It is very difficult to understand the concept of “Rights.” A human right is a freedom to act in a certain way, as you personally will that act to be done. To be a human right it must be equally accessible to all humans. For this to be so, exercise of a human right must be done in a manner that does not interfere with the ability of any other human being to exercise the same right for himself. My rights and yours end at the tips of our noses and the exercise of those rights must be peaceful … otherwise we will be infringing upon the rights of others. This is what Jesus Christ was talking about when he said, “Do unto others as you would have them do unto you.” Thinking about this, it becomes obvious that no human or human institution can grant rights; they are and always were … no human force can take them away, albeit any or all of us can be coerced or constrained from enjoying our rights by some form of tyranny, nonetheless they remain. The “Custodian” is above humankind … Thomas Jefferson intoned where rights come from as eloquently as anyone … “We hold these truths to be self-evident, that all Men are created equal, that they are endowed by their Creator with certain unalienable Rights, that among these are Life, Liberty, and the Pursuit of Happiness…” Jefferson was addressing the Declaration of Independence to a wide audience … mainly Christians and Jews, but also all mankind what ever their views on Eternity. The Great Document subsumes that Men, if they are reflective, must come to the conclusion that they exist because of an un-seeable and humanly unknowable “Creator.” The “Creator” whoever or whatever that may be is the custodian of human rights. He or It included the rights of man in His or Its Creation and therefore human rights always were and always will be. It is up to man to avail himself of them … or to lose their use.

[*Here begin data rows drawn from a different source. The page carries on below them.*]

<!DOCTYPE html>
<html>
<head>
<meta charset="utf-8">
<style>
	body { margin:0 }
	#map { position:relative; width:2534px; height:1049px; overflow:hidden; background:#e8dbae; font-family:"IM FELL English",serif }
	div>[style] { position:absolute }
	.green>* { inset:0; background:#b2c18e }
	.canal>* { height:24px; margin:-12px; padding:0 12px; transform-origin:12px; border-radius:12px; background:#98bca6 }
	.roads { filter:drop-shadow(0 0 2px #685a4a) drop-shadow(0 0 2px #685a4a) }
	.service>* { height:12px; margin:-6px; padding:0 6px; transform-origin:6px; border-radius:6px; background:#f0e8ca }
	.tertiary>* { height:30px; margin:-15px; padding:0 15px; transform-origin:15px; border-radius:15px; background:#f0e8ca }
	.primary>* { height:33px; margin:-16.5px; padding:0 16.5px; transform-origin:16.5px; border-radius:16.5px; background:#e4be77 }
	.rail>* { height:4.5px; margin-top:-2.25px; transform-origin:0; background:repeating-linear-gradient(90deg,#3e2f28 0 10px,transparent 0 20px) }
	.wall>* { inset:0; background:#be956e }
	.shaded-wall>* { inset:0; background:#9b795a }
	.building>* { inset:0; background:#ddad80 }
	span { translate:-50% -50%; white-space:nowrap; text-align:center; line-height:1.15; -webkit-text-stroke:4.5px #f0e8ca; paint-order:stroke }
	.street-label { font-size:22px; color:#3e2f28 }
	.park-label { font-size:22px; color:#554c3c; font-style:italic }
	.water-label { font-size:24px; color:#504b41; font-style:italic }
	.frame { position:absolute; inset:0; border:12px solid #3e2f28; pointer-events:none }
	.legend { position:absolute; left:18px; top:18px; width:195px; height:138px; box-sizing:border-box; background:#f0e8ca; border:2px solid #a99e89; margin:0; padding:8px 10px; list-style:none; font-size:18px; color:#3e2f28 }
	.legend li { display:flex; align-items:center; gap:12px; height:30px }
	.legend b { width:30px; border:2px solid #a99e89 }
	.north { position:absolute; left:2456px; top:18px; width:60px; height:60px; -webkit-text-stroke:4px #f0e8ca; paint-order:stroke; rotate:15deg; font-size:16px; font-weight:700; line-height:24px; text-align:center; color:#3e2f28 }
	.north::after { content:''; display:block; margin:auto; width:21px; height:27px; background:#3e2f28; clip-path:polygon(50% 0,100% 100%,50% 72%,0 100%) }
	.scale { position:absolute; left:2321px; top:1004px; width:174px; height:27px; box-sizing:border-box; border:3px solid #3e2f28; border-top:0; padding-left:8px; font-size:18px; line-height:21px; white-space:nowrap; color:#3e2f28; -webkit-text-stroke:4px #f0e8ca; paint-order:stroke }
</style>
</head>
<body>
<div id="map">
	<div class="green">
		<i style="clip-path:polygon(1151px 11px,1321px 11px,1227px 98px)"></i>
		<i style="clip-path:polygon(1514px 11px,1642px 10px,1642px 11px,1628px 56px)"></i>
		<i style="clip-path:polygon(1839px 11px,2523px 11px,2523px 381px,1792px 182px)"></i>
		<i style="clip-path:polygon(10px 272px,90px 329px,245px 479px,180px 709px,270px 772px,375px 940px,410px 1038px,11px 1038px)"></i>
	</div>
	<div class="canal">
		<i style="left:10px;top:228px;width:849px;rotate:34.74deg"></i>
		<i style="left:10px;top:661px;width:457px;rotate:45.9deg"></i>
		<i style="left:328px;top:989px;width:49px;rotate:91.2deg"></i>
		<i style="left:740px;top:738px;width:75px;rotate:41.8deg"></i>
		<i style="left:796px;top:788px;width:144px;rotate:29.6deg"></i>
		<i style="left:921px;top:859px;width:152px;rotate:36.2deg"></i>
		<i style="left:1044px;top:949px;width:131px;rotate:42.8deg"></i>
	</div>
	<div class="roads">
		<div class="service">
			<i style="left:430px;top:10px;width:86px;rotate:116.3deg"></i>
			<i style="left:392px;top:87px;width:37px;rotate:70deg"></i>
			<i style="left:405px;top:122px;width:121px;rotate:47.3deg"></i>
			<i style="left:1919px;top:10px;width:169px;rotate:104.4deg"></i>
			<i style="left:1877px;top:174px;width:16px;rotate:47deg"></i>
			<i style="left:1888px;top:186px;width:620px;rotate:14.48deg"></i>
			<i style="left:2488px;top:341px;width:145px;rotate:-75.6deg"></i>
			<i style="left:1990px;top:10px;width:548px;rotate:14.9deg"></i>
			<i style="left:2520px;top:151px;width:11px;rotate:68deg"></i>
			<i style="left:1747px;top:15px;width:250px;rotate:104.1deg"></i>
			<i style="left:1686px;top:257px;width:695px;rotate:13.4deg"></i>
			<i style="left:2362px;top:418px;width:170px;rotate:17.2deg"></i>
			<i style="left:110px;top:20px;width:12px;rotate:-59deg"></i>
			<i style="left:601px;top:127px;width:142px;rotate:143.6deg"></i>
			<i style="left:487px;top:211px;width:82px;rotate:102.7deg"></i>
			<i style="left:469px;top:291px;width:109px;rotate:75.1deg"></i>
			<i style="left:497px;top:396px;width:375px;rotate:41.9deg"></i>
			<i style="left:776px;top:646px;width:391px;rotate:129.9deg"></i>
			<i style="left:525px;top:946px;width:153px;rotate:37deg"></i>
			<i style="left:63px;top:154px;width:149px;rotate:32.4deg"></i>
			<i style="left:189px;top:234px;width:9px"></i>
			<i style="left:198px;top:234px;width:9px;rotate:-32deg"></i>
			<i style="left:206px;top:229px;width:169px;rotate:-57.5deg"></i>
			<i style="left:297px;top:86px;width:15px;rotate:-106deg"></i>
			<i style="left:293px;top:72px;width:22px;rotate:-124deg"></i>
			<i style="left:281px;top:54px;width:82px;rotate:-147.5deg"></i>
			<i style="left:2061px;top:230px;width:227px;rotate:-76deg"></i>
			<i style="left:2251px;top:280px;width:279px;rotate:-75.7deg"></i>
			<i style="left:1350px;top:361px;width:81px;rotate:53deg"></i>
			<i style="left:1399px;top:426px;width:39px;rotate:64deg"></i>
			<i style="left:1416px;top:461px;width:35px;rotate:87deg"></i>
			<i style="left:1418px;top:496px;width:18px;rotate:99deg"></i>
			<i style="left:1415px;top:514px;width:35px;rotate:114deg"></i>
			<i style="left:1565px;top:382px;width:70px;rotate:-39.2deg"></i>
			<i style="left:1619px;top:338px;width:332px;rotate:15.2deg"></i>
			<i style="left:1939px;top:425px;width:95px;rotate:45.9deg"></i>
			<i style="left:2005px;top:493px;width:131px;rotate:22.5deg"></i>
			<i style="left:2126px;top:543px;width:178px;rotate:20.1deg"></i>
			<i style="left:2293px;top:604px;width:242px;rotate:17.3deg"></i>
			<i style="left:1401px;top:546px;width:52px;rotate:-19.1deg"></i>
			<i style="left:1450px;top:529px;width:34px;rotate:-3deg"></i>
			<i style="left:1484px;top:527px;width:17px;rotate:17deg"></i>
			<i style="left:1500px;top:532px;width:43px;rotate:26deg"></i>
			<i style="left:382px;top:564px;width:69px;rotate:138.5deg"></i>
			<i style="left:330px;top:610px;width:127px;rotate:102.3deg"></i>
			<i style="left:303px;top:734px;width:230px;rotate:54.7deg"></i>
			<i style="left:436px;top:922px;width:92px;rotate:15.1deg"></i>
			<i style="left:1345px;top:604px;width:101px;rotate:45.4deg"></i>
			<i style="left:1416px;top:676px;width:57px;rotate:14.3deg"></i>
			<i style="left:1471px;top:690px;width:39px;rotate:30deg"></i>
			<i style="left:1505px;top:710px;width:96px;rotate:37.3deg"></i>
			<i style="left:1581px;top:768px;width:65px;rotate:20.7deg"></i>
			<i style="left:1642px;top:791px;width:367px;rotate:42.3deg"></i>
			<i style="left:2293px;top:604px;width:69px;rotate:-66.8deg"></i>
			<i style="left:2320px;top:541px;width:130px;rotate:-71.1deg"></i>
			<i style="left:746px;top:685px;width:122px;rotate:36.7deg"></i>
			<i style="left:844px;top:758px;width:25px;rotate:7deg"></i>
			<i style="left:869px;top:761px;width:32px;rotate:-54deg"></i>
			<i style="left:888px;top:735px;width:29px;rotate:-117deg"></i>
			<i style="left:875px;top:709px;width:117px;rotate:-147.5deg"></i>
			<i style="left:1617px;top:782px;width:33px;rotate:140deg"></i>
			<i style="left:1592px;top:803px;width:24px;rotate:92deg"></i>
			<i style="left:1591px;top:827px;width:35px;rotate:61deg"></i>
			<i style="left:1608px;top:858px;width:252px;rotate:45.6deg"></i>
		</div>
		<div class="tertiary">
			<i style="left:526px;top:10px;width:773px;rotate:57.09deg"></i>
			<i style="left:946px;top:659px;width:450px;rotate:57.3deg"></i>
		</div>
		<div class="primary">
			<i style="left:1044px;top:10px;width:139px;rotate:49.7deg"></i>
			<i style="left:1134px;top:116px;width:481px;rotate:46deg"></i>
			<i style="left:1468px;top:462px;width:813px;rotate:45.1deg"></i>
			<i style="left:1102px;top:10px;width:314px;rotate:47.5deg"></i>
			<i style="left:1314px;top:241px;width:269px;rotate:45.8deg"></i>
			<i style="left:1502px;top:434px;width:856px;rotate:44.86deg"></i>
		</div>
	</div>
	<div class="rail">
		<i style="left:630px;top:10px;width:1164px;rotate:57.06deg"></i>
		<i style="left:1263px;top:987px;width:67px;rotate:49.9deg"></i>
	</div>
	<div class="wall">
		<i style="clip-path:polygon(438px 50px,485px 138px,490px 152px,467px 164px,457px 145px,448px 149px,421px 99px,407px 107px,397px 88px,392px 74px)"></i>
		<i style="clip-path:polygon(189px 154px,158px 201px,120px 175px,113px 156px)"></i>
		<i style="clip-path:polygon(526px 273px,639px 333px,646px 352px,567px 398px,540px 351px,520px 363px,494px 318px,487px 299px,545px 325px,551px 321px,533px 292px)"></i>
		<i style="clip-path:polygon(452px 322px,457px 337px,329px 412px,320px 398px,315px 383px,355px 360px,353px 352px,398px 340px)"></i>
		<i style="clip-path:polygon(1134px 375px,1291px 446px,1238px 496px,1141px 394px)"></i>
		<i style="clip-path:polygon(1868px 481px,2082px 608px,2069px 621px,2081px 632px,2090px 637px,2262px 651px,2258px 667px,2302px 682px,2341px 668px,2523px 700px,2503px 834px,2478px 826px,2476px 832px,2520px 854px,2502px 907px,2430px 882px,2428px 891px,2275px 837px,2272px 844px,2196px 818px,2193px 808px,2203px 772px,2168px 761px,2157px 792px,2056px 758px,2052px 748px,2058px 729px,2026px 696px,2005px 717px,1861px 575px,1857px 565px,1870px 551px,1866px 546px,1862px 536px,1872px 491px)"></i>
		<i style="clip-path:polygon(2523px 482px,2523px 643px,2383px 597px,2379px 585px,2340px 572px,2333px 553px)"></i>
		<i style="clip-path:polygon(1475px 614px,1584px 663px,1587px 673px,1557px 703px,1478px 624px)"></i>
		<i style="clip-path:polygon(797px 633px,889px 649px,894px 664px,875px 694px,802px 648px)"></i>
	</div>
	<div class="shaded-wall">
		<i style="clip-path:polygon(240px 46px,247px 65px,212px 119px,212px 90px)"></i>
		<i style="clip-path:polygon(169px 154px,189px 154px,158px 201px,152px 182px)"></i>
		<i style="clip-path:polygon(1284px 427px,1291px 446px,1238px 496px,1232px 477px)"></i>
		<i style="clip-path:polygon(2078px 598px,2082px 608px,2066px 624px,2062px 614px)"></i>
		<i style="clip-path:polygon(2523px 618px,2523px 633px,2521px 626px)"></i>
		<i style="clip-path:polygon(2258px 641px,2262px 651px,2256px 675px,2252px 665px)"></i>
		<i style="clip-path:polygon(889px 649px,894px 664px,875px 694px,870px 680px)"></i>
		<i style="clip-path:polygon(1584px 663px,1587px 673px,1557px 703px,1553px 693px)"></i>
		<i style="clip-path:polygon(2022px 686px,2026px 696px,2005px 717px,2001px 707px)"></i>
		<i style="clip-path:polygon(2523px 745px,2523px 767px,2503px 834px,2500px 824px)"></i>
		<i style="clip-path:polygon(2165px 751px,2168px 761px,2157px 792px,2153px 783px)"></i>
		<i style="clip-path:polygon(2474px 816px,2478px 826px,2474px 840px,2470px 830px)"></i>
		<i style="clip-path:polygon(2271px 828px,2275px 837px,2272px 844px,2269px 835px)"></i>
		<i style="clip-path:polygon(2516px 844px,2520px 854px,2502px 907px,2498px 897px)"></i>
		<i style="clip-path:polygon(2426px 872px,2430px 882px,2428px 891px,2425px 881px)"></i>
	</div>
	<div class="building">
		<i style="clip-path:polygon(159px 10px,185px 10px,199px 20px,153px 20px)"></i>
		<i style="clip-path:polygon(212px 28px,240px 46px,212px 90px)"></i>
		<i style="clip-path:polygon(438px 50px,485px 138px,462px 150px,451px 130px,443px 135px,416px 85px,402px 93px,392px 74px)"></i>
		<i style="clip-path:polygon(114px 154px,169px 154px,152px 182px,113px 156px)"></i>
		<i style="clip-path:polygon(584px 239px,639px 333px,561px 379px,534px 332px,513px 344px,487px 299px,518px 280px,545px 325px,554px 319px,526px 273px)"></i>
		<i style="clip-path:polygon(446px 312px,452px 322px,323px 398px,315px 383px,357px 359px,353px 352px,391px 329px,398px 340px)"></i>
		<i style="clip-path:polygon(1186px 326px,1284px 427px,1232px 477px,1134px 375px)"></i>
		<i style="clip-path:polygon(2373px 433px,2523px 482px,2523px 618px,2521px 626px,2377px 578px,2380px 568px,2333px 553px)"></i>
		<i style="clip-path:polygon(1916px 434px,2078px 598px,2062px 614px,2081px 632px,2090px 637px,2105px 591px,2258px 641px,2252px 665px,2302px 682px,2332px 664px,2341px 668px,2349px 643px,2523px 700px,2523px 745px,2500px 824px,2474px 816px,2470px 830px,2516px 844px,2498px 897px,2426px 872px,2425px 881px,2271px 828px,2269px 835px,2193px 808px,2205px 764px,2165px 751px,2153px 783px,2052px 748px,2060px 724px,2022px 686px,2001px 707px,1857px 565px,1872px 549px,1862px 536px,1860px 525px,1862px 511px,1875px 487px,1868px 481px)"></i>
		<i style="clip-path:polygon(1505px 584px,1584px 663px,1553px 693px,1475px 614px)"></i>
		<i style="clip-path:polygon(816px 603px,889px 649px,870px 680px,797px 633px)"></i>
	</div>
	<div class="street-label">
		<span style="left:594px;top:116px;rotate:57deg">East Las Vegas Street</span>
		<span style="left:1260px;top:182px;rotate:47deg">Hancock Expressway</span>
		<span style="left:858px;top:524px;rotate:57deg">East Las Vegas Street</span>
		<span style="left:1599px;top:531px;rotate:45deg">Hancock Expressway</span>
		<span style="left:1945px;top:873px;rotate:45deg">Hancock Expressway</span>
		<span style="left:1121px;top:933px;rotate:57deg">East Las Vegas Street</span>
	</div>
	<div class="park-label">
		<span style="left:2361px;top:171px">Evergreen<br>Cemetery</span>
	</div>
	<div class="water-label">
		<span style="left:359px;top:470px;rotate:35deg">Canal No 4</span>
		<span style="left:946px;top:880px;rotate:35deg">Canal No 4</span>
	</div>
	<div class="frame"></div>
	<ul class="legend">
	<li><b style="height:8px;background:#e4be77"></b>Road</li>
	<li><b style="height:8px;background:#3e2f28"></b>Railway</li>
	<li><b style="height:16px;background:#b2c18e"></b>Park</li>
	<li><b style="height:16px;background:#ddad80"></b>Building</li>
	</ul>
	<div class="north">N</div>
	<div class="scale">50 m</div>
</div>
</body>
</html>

To understand what rights are is a struggle that we must undertake and a tribulation that we must win if we are to remain a free society of free men. The essay below by Professor Walter E. Williams of George Mason University is a constructive step on our path to understanding.
Is Health Care a Right?
Most politicians, and probably most Americans, see health care as a right. Thus, whether a person has the means to pay for medical services or not, he is nonetheless entitled to them. Let’s ask ourselves a few questions about this vision.
Say a person, let’s call him Harry, suffers from diabetes and he has no means to pay a laboratory for blood work, a doctor for treatment and a pharmacy for medication. Does Harry have a right to XYZ lab’s and Dr. Jones’ services and a prescription from a pharmacist? And, if those services are not provided without charge, should Harry be able to call for criminal sanctions against those persons for violating his rights to health care?
You say, “Williams, that would come very close to slavery if one person had the right to force someone to serve him without pay.” You’re right. Suppose instead of Harry being able to force a lab, doctor and pharmacy to provide services without pay, Congress uses its taxing power to take a couple of hundred dollars out of the paycheck of some American to give to Harry so that he could pay the lab, doctor and pharmacist. Would there be any difference in principle, namely forcibly using one person to serve the purposes of another? There would be one important strategic difference, that of concealment. Most Americans, I would hope, would be offended by the notion of directly and visibly forcing one person to serve the purposes of another. Congress’ use of the tax system to invisibly accomplish the same end is more palatable to the average American.
True rights, such as those in our Constitution, or those considered to be natural or human rights, exist simultaneously among people. That means exercise of a right by one person does not diminish those held by another. In other words, my rights to speech or travel impose no obligations on another except those of non-interference. If we apply ideas behind rights to health care to my rights to speech or travel, my free speech rights would require government-imposed obligations on others to provide me with an auditorium, television studio or radio station. My right to travel freely would require government-imposed obligations on others to provide me with airfare and hotel accommodations.
For Congress to guarantee a right to health care, or any other good or service, whether a person can afford it or not, it must diminish someone else’s rights, namely their rights to their earnings. The reason is that Congress has no resources of its very own. Moreover, there is no Santa Claus, Easter Bunny or Tooth Fairy giving them those resources. The fact that government has no resources of its very own forces one to recognize that in order for government to give one American citizen a dollar, it must first, through intimidation, threats and coercion, confiscate that dollar from some other American. If one person has a right to something he did not earn, of necessity it requires that another person not have a right to something that he did earn.
To argue that people have a right that imposes obligations on another is an absurd concept. A better term for new-fangled rights to health care, decent housing and food is wishes. If we called them wishes, I would be in agreement with most other Americans for I, too, wish that everyone had adequate health care, decent housing and nutritious meals. However, if we called them human wishes, instead of human rights, there would be confusion and cognitive dissonance. The average American would cringe at the thought of government punishing one person because he refused to be pressed into making someone else’s wish come true.
None of my argument is to argue against charity. Reaching into one’s own pockets to assist his fellow man in need is praiseworthy and laudable. Reaching into someone else’s pockets to do so is despicable and deserves condemnation.